Reproduce every entry below precisely; do not include the pictures.

** Opening Data section block **

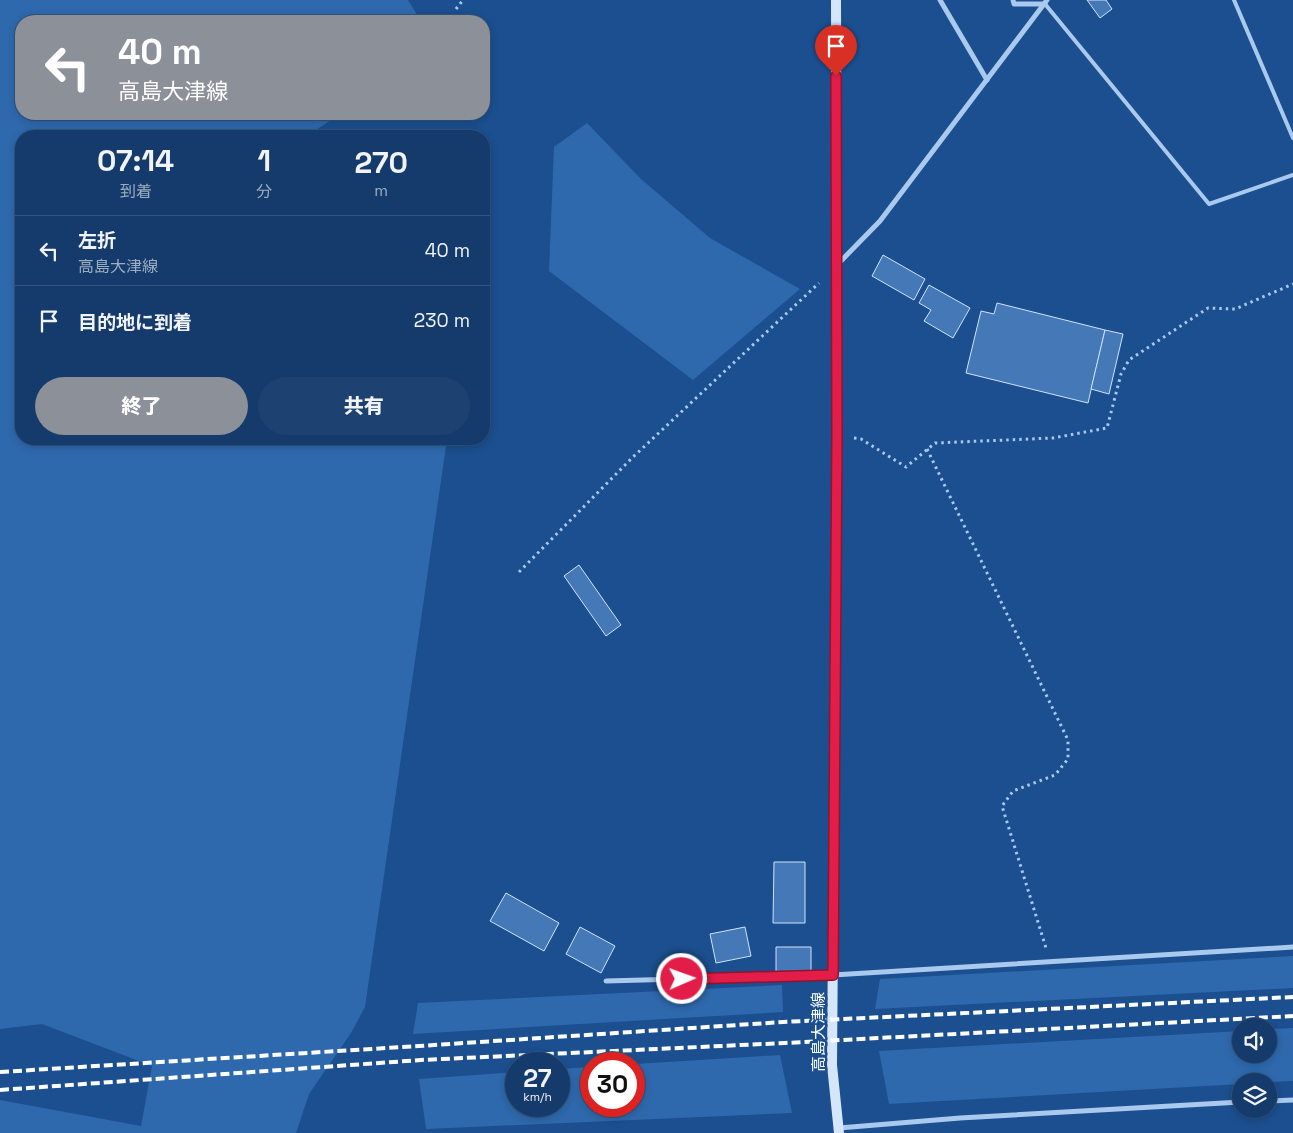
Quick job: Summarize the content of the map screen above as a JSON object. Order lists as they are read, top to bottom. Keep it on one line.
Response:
{"streets":{"main road":["高島大津線"]},"page":{"turn":["40 m","高島大津線"],"eta":["07:14","到着","1","分","270","m"],"list":[{"name":"左折","note":"高島大津線","value":"40 m"},{"name":"目的地に到着","value":"230 m"}],"buttons":["終了","共有"],"speed":"27 km/h","limit":"30"}}
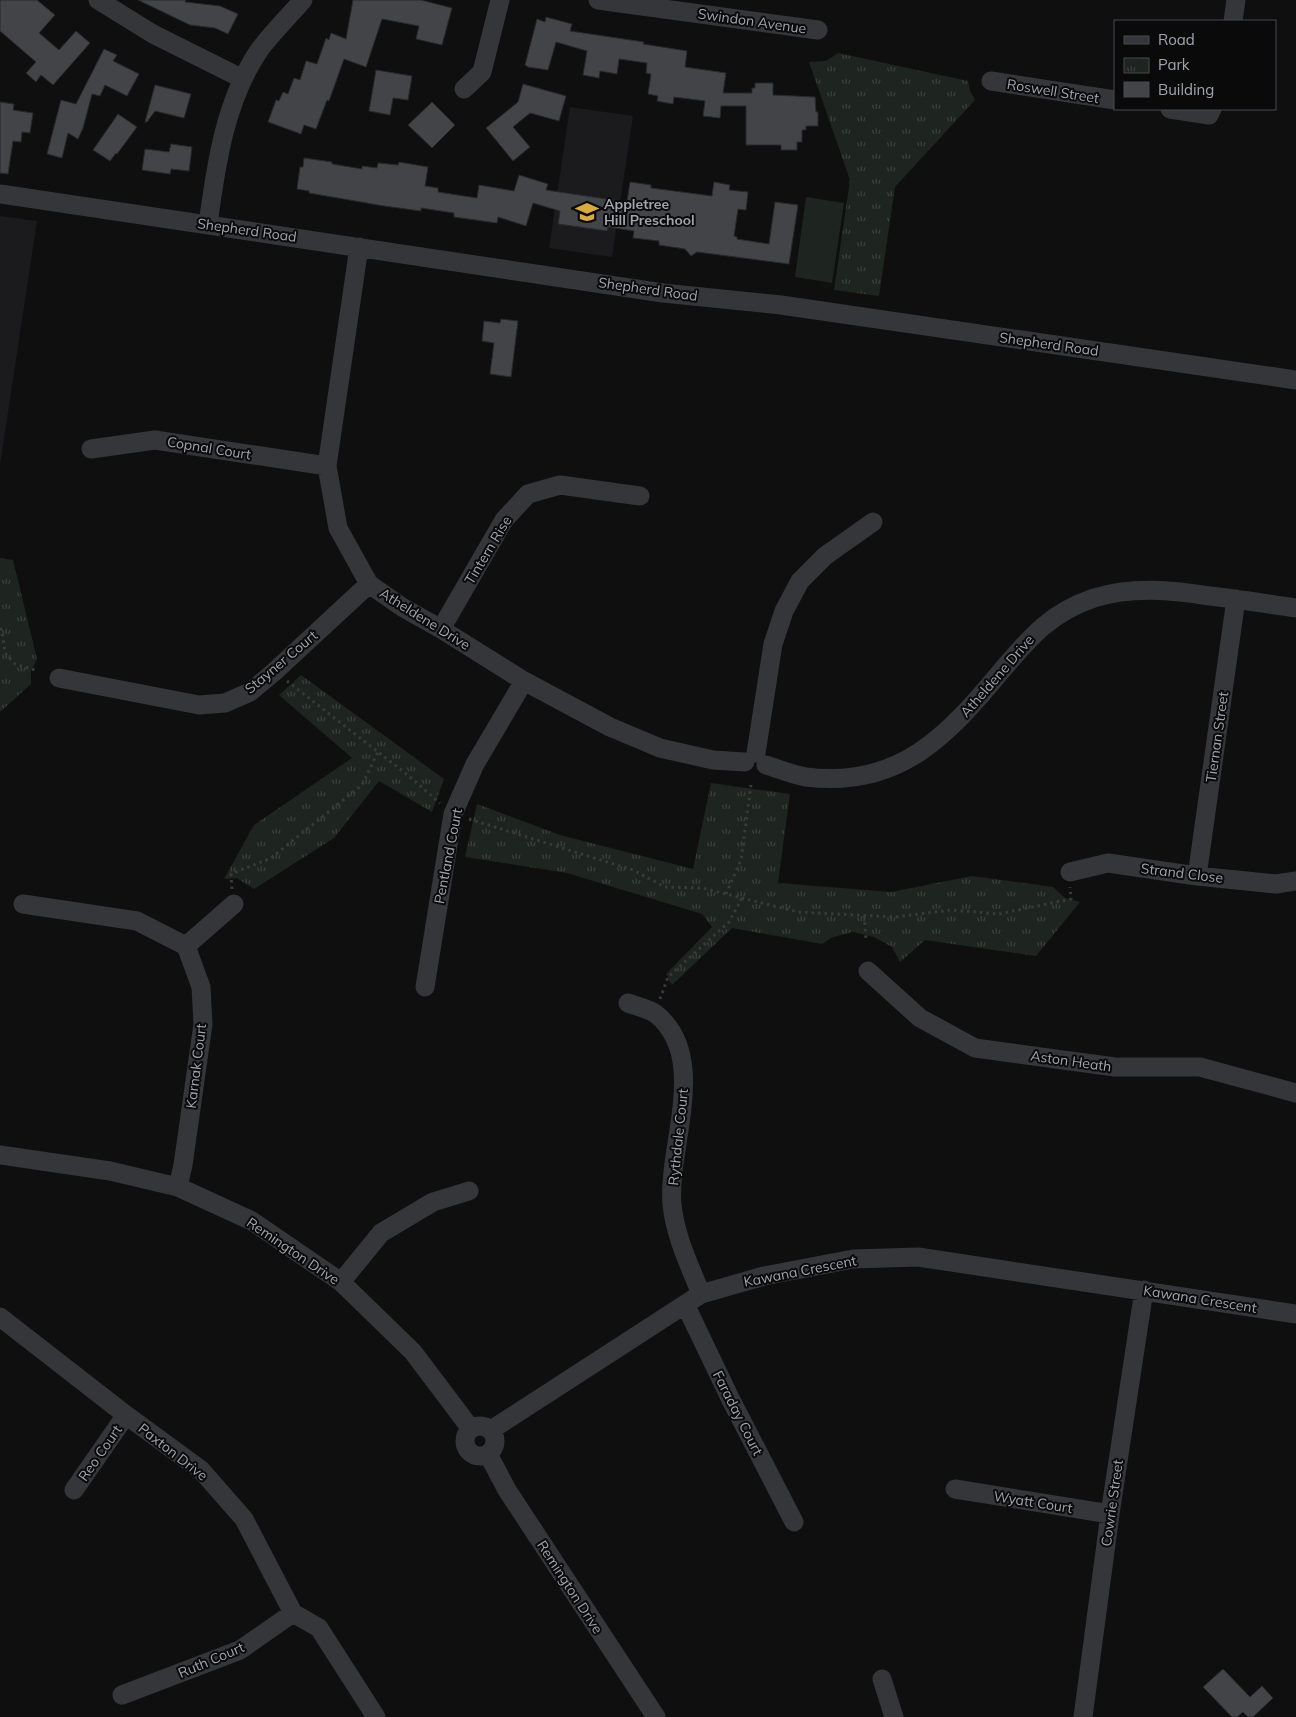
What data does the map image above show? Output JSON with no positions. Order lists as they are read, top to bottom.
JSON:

** Closing Data section block **

### Solution below
Quick job: Summarize the content of the map screen above as a JSON object. Order lists as they are read, top to bottom. Keep it on one line.
Response:
{"streets":{"main road":["高島大津線"]},"page":{"turn":["40 m","高島大津線"],"eta":["07:14","到着","1","分","270","m"],"list":[{"name":"左折","note":"高島大津線","value":"40 m"},{"name":"目的地に到着","value":"230 m"}],"buttons":["終了","共有"],"speed":"27 km/h","limit":"30"}}
What data does the map image above show? Output JSON with no positions. Order lists as they are read, top to bottom.
JSON:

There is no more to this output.